El Señor había dicho en la sinagoga de Cafarnaúm: «En verdad, en verdad os digo: si no coméis la carne del Hijo del hombre, y no bebéis su sangre, no tenéis vida en vosotros. El que come mi carne y bebe mi sangre, tiene vida eterna, y yo le resucitaré el último día». Hoy hace posible que nosotros, pecadores que no merecemos nada, podamos alimentarnos con su Cuerpo y con su Sangre. Quiere hacerlo porque está al corriente de nuestra debilidad. Sabe que somos incapaces de seguirle con solo nuestras fuerzas, por eso se convierte para nosotros en alimento de vida.
Estamos llamados por nuestra vocación cristiana a actualizar la figura y la obra del Señor en esta generación. Él desea hacer de nosotros otros cristos, por eso se nos ofrece como alimento, a fin de que nos vayamos transformando paulatinamente en sus propios miembros.

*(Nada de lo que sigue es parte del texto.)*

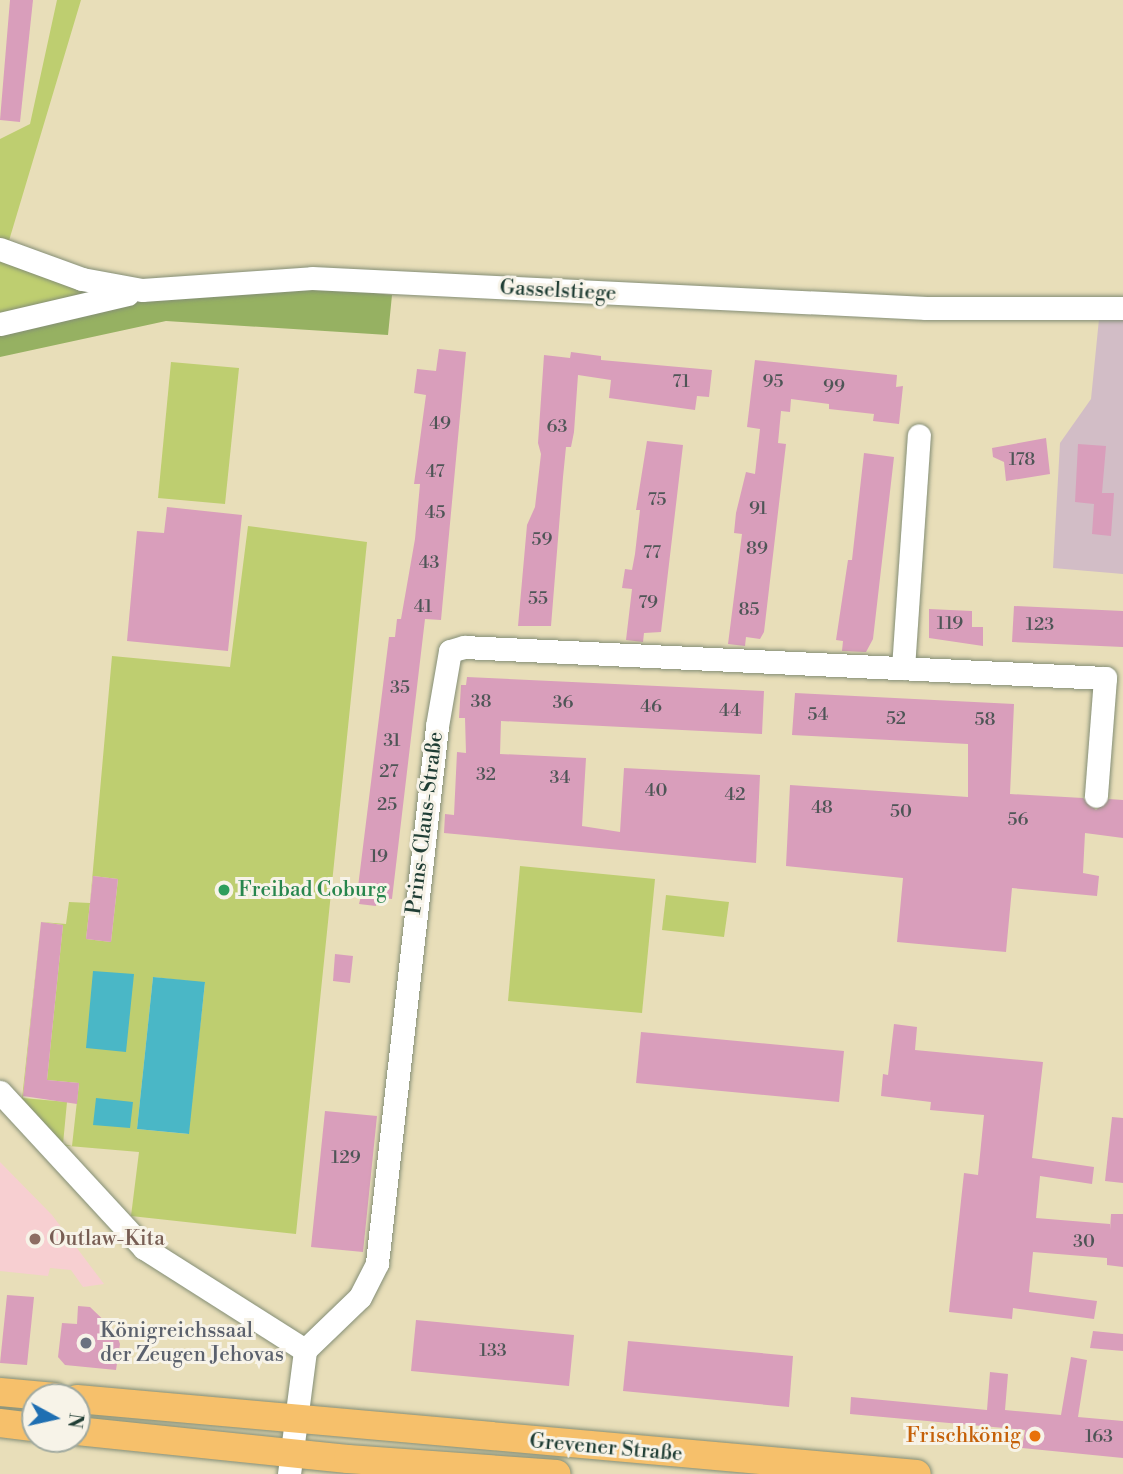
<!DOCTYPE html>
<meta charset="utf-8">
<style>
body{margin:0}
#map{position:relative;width:1123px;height:1474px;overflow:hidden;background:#e8deb9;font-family:"Libre Bodoni",serif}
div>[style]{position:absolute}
.built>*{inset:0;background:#f7cfd1}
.industrial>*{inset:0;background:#d2bdc6}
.green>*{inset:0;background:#bece70}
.forest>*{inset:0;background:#96b162}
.water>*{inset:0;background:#4ab7c6}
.building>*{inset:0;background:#d99ebb}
.roads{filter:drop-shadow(0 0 2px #848e76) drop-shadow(0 0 2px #848e76)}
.minor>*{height:23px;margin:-11.5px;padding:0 11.5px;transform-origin:11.5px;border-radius:11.5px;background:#fff}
.major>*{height:28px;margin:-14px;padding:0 14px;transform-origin:14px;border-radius:14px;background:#f6c06b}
.dots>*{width:19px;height:19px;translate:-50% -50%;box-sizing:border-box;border:4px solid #f7f3e8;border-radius:50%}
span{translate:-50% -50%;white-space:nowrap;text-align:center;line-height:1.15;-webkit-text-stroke:6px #f7f3e8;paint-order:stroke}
.number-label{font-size:18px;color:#4e5556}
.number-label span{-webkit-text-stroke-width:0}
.street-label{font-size:21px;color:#1f3d34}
.leisure-label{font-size:21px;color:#27864d}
.left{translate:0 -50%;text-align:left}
.education-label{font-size:21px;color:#785e54}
.worship-label{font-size:21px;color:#5b616d}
.food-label{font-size:21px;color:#c56008}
.right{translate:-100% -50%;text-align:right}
.north{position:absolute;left:21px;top:1383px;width:70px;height:70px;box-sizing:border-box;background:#f7f3e8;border:2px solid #a1aaa0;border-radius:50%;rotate:98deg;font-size:19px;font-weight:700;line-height:28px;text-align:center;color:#1f3d34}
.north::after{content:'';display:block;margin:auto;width:24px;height:32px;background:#1f6fb2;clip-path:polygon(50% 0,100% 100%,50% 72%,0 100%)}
</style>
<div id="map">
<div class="built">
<i style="clip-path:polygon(0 1162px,52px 1215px,104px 1284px,83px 1287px,71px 1270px,50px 1268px,48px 1276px,0 1271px)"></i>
</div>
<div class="industrial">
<i style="clip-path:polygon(1123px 318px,1123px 574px,1053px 568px,1060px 443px,1091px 399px,1099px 319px)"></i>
</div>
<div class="green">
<i style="clip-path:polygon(57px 0,81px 0,8px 244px,0 241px,0 139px,30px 124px)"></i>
<i style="clip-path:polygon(0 257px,105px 294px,0 318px)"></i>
<i style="clip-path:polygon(171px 362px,239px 368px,225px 504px,158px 498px)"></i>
<i style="clip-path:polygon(evenodd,248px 526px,367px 542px,296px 1234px,131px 1216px,139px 1152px,57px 1145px,38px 1125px,22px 1099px,41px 922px,66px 924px,69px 902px,90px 903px,112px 656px,230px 667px,248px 526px,93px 876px,118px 879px,111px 942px,86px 939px,93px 876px,248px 526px,41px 922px,63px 925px,47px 1080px,79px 1083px,72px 1146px,63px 1144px,67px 1102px,23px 1098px,41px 922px,248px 526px,153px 977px,205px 983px,188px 1134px,137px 1129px,153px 977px)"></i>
<i style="clip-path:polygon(520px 866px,655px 879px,642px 1013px,508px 1001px)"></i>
<i style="clip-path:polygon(666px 895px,729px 902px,724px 937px,662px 930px)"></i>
</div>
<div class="forest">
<i style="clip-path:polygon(320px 287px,392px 295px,388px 335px,166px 321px,0 357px,0 334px,127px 303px)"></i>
</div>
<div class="water">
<i style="clip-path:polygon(93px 971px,134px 974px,126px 1052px,86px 1048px)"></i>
<i style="clip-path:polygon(153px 977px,205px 982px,189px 1134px,137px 1129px)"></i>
<i style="clip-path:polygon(96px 1098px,133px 1102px,130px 1128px,93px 1125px)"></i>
</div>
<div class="building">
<i style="clip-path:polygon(10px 0,33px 0,20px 122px,0 120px)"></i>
<i style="clip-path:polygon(439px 349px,466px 352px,441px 620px,425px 619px,392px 899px,377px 897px,376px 906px,359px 904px,361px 896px,357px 895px,389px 637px,395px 637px,397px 619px,401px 619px,415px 539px,420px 484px,414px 484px,426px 395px,414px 393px,417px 369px,436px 371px)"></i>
<i style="clip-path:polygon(571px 352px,601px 356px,601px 360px,712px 370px,709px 397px,697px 396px,695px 410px,609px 398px,611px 380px,578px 375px,574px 432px,571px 447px,566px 447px,563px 477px,551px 626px,518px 626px,527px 525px,535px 507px,541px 454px,538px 443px,544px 355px,570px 358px)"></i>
<i style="clip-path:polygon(755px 360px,897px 375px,896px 387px,903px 386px,899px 424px,873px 421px,874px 414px,829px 409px,829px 404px,791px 399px,790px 412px,781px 411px,778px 443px,786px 444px,764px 632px,760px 639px,746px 637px,745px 646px,728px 644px,742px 534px,734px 533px,736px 513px,746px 472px,755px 474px,760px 429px,747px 427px)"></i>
<i style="clip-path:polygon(1046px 438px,1050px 474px,1006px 481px,1004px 462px,993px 457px,992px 448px)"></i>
<i style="clip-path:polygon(647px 441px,683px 445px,661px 632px,644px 633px,643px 642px,626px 640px,632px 589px,622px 588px,625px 569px,632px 570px,635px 554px,640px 510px,636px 510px)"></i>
<i style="clip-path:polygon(1078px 444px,1106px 446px,1102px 493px,1114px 493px,1111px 536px,1092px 534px,1094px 504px,1075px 502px)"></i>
<i style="clip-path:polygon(864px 453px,894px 457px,873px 639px,866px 652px,842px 651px,843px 641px,836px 640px,848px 560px,852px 560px)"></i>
<i style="clip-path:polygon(167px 507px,242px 515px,228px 651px,127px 641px,137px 531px,164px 533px)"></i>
<i style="clip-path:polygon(1014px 606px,1123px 611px,1123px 647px,1012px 642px)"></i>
<i style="clip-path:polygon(929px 609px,972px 611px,972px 627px,983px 627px,983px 646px,929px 638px)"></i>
<i style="clip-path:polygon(467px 677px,764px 691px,762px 734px,501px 721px,500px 754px,586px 758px,582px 826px,620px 832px,624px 768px,760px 775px,756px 863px,444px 833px,445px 814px,454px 815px,457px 752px,466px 753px,465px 718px,459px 718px,461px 685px,466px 685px)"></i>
<i style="clip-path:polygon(795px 693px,1014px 704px,1010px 794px,1083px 798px,1096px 810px,1109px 799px,1123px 800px,1123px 838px,1085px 833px,1083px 873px,1099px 876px,1097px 896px,1012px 888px,1006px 952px,897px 942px,903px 878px,786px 866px,790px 785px,968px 797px,968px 744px,792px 735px)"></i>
<i style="clip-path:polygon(93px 876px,118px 879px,111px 942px,86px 939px)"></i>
<i style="clip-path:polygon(41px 922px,63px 925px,47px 1080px,79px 1083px,77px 1104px,23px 1096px)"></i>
<i style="clip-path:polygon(335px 954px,353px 956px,350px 983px,333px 981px)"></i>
<i style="clip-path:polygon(894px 1024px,917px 1027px,915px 1050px,1043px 1062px,1032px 1158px,1094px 1167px,1092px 1184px,1040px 1176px,1036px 1218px,1110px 1224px,1110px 1230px,1111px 1214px,1123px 1214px,1123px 1267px,1107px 1265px,1107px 1258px,1033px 1252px,1029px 1292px,1097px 1301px,1094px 1319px,1013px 1308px,1012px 1319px,949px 1312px,964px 1173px,978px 1175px,984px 1115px,930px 1110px,931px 1102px,881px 1096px,883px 1074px,888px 1075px)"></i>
<i style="clip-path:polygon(641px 1032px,844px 1051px,839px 1102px,636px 1083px)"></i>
<i style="clip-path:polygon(325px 1111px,377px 1116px,363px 1252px,311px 1247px)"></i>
<i style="clip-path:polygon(1112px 1117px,1123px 1118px,1123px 1183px,1105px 1181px)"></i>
<i style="clip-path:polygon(7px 1295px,34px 1297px,27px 1365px,0 1363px)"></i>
<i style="clip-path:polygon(78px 1306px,90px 1307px,115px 1331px,120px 1344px,116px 1370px,65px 1365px,58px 1357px,62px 1323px,77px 1324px)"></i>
<i style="clip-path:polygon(416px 1320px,574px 1335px,569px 1386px,411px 1371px)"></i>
<i style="clip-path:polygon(1093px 1331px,1123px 1334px,1123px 1351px,1090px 1348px)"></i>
<i style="clip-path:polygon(628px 1341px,793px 1356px,789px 1407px,623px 1391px)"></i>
<i style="clip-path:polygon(1071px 1357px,1087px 1360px,1078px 1417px,1123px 1421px,1123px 1458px,1022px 1448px,1025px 1430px,850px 1414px,851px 1397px,987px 1410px,990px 1372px,1008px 1374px,1005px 1410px,1061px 1415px)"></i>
</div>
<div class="roads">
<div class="minor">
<i style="left:0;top:249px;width:87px;rotate:20.1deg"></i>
<i style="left:82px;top:279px;width:61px;rotate:10.4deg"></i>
<i style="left:142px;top:290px;width:170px;rotate:-4deg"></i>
<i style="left:312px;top:278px;width:615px;rotate:2.8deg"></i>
<i style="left:926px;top:308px;width:197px"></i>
<i style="left:0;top:324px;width:131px;rotate:-13.2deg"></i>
<i style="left:903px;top:668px;width:233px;rotate:-86.1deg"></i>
<i style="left:0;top:1092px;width:212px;rotate:47.3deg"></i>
<i style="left:144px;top:1248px;width:191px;rotate:32.4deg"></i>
<i style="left:289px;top:1474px;width:125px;rotate:-82.6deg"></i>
<i style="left:305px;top:1350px;width:76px;rotate:-43.9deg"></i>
<i style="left:360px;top:1297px;width:38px;rotate:-63deg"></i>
<i style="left:377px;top:1263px;width:540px;rotate:-83.62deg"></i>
<i style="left:437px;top:726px;width:76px;rotate:-80.2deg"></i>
<i style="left:450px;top:651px;width:15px;rotate:-16deg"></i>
<i style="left:464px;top:647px;width:642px;rotate:2.77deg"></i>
<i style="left:1105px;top:678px;width:118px;rotate:94.4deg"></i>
</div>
<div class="major">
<i style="left:0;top:1392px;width:55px;rotate:5.2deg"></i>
<i style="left:77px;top:1399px;width:843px;rotate:5.1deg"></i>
<i style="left:0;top:1423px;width:35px;rotate:7deg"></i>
<i style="left:77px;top:1431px;width:272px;rotate:5.9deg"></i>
<i style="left:348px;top:1459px;width:209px;rotate:4.1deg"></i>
</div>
</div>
<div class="dots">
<i style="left:224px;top:890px;background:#2e9e5b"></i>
<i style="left:35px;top:1239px;background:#8d6e63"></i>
<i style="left:86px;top:1343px;background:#6b7280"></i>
<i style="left:1035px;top:1436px;background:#e8710a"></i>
</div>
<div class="number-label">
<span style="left:681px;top:382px">71</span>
<span style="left:773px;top:382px">95</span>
<span style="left:834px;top:387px">99</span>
<span style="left:440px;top:424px">49</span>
<span style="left:557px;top:427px">63</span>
<span style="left:1022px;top:460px">178</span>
<span style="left:435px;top:472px">47</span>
<span style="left:657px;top:500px">75</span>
<span style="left:758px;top:509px">91</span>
<span style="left:435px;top:513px">45</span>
<span style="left:542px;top:540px">59</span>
<span style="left:757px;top:549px">89</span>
<span style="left:652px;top:553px">77</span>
<span style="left:429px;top:563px">43</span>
<span style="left:538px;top:599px">55</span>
<span style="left:648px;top:603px">79</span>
<span style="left:423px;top:607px">41</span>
<span style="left:749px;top:610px">85</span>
<span style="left:950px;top:624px">119</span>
<span style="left:1040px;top:625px">123</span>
<span style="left:400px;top:688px">35</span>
<span style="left:481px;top:702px">38</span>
<span style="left:563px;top:703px">36</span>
<span style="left:651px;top:707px">46</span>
<span style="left:730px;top:711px">44</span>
<span style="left:818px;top:715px">54</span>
<span style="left:896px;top:719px">52</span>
<span style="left:985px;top:720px">58</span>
<span style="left:392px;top:741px">31</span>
<span style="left:389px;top:772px">27</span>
<span style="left:486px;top:775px">32</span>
<span style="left:560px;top:778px">34</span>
<span style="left:656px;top:791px">40</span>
<span style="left:735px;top:795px">42</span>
<span style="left:387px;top:805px">25</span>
<span style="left:822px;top:808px">48</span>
<span style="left:901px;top:812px">50</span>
<span style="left:1018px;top:820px">56</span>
<span style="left:379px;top:857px">19</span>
<span style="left:346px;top:1158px">129</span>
<span style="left:1084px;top:1242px">30</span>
<span style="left:493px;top:1351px">133</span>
<span style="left:1099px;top:1437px">163</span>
</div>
<div class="street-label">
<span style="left:558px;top:291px;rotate:3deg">Gasselstiege</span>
<span style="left:425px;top:823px;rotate:-83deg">Prins-Claus-Straße</span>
<span style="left:606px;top:1448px;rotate:5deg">Grevener Straße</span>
</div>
<div class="leisure-label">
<span class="left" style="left:238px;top:890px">Freibad Coburg</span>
</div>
<div class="education-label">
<span class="left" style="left:49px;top:1239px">Outlaw-Kita</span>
</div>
<div class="worship-label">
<span class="left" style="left:100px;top:1343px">Königreichssaal<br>der Zeugen Jehovas</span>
</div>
<div class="food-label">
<span class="right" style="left:1021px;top:1436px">Frischkönig</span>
</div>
<div class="north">N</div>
</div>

La Eucaristía se ha venido llamando el Pan de los Ángeles, pero esta denominación es errónea. A los ángeles no les está permitido alimentarse con este manjar. Tampoco es el Pan de los fuertes. Todo lo contrario, la Eucaristía es el Pan de los débiles, el Pan de aquellos que no pueden, que están sin fuerzas a la hora de la batalla diaria contra el mal. Por eso es en nosotros en quienes pensó el Señor, que cada día palpamos nuestra impotencia para obrar el bien.
Quizá no somos capaces de valorar el inmenso don, la gracia extraordinaria que supone tener en nuestras manos al Hijo de Dios, con su cuerpo y con su sangre cada vez que nos disponemos a comulgar. ¿Qué mérito hemos hecho para que esto sea así? Ninguno. Es el premio que el Señor nos concede por nuestros muchos pecados. Al obrar así, es su deseo que también nosotros, con su poder, hagamos lo mismo por aquellos que nos rodean sin distinción alguna. Es necesario que para su salvación, tú y yo, nos dejemos comer por ellos. Esta es nuestra misión como miembros del Cuerpo de Cristo. Aunque la obra parece imposible, no lo es, porque es el mismo señor Jesús el que la lleva a cabo obrando desde nuestro interior. Dejémosle obrar y comprobaremos que la auténtica felicidad consiste en poderse dar a los demás sin condiciones.